Alternol is purified from fermentation productions of microorganisms named as Alternaria alternata var. monosporus. The research is to investigate the apoptosis-inducing effect of
alternol on mouse lymphocyte
leukemia (L1210) cells and the possible mechanisms. MTT method was used to evaluate the viability of L1210 cells. Apoptosis of L1210 cells was detected by morphological assessment,
DNA electrophoresis assay and flow cytometry. Western blotting analysis was carried out to determine the apoptosis-related
proteins. Proliferation inhibition of L1210 cells by
alternol was found remarkably in a dose-dependent manner. When treated with
alternol, apoptotic morphological features of L1210 cells were observed by fluorescent microscopy (AO/EB) and the apoptosis rate was also elevated in a time-dependent manner.
After treatments with various concentrations of
alternol for 48
h, DNA laddering appeared. The increase of
reactive oxygen species (ROS) production was found after cells were exposed to
alternol for 6 h, while the decrease of mitochondrial transmembrane potential (delta psi m) was not found until cells were exposed to
alternol for 24 h.
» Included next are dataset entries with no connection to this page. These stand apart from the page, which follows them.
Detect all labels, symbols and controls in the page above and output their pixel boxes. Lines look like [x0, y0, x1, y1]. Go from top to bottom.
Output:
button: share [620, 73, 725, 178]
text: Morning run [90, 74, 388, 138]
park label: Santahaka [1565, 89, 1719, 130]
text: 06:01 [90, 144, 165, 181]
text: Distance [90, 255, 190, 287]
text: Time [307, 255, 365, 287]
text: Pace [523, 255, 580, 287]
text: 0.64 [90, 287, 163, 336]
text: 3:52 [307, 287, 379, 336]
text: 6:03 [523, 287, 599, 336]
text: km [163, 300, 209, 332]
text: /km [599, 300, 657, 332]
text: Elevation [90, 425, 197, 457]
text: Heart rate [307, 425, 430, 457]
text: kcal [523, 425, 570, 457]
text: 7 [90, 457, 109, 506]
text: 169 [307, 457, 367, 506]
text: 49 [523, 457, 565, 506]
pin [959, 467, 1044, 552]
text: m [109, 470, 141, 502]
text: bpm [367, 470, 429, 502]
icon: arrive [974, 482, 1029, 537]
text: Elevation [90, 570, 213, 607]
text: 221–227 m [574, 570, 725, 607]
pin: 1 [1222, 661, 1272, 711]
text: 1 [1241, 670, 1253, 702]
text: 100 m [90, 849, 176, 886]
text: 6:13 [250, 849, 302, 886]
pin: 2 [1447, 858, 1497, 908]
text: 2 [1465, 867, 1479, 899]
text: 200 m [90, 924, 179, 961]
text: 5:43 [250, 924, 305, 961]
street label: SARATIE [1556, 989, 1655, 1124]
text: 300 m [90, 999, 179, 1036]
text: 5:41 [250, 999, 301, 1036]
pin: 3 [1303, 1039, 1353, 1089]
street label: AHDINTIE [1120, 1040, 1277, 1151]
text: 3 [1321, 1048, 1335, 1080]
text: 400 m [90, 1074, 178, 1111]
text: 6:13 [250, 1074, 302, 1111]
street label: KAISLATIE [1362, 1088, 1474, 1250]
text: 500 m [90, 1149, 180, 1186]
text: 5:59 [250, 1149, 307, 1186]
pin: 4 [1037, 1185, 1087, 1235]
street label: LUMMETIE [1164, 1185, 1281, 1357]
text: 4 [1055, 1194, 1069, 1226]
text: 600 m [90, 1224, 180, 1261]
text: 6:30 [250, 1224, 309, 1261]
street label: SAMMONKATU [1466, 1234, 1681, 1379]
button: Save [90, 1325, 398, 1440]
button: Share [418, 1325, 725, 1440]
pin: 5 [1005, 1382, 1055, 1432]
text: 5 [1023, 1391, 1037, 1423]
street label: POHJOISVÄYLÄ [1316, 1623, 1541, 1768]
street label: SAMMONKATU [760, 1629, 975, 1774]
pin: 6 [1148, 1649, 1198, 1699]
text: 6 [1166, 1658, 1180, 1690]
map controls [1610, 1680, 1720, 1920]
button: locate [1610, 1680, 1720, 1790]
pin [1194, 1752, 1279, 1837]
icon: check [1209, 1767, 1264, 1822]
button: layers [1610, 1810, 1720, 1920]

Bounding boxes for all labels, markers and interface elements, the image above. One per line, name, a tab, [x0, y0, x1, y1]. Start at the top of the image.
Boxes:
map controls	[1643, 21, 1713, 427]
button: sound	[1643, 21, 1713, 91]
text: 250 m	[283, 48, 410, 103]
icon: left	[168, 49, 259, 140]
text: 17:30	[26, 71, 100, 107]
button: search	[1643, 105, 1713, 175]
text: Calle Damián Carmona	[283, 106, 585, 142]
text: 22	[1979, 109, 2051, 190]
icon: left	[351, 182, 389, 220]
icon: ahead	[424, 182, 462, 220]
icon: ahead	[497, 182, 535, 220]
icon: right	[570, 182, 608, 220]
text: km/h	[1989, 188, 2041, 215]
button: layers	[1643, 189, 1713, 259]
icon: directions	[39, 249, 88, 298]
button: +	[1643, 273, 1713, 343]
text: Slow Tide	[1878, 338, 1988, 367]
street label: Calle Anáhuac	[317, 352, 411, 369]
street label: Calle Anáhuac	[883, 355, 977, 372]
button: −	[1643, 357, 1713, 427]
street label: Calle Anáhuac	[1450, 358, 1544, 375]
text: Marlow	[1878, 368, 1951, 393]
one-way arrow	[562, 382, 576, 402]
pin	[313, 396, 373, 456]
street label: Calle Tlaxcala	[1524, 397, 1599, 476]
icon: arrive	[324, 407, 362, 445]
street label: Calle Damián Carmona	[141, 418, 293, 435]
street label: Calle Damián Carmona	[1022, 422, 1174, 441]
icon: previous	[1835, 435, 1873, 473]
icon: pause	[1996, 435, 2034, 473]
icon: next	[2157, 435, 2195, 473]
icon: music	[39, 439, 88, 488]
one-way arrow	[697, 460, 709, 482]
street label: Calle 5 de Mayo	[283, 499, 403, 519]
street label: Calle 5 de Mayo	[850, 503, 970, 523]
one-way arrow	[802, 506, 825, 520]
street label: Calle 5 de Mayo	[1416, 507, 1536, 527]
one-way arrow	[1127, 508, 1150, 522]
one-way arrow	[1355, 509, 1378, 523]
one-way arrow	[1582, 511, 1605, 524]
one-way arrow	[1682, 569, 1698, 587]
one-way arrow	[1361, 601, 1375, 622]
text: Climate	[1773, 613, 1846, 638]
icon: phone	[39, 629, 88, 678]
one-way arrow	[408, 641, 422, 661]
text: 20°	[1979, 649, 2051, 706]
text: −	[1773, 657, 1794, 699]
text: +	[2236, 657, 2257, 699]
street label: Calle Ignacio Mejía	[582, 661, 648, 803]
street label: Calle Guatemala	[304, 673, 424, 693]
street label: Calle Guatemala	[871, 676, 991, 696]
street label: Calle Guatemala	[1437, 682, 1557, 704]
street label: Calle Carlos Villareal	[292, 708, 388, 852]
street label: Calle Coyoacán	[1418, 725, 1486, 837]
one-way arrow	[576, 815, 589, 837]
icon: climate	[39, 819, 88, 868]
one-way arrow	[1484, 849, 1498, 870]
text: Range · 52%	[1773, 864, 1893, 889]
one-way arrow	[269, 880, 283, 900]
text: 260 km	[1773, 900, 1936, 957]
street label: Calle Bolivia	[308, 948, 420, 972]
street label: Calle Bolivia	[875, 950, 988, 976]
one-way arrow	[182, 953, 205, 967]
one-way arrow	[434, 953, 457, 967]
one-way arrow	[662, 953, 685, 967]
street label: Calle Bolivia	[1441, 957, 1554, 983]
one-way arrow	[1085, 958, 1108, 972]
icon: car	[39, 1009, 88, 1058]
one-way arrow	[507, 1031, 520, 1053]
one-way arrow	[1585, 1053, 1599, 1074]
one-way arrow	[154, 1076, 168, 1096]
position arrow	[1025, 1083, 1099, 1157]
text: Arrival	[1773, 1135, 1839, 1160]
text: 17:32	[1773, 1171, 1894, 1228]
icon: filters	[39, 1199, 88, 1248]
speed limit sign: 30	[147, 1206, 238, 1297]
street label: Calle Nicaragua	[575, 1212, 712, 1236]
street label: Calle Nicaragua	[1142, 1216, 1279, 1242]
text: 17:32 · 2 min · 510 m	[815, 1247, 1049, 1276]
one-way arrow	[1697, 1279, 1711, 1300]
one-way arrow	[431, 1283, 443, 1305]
Furthermore, the level of Bcel-2 and Bcl-2/Bax was down-regulated, while the level of
caspase-3 and
caspase-9 but not
caspase-8 was up-regulated when
alternol was added for 72 h. In summary, the results suggested that
alternol could inhibit the proliferation of L1210 cells and induce apoptosis of L1210 cells, which was mediated by mitochondria-dependent pathway.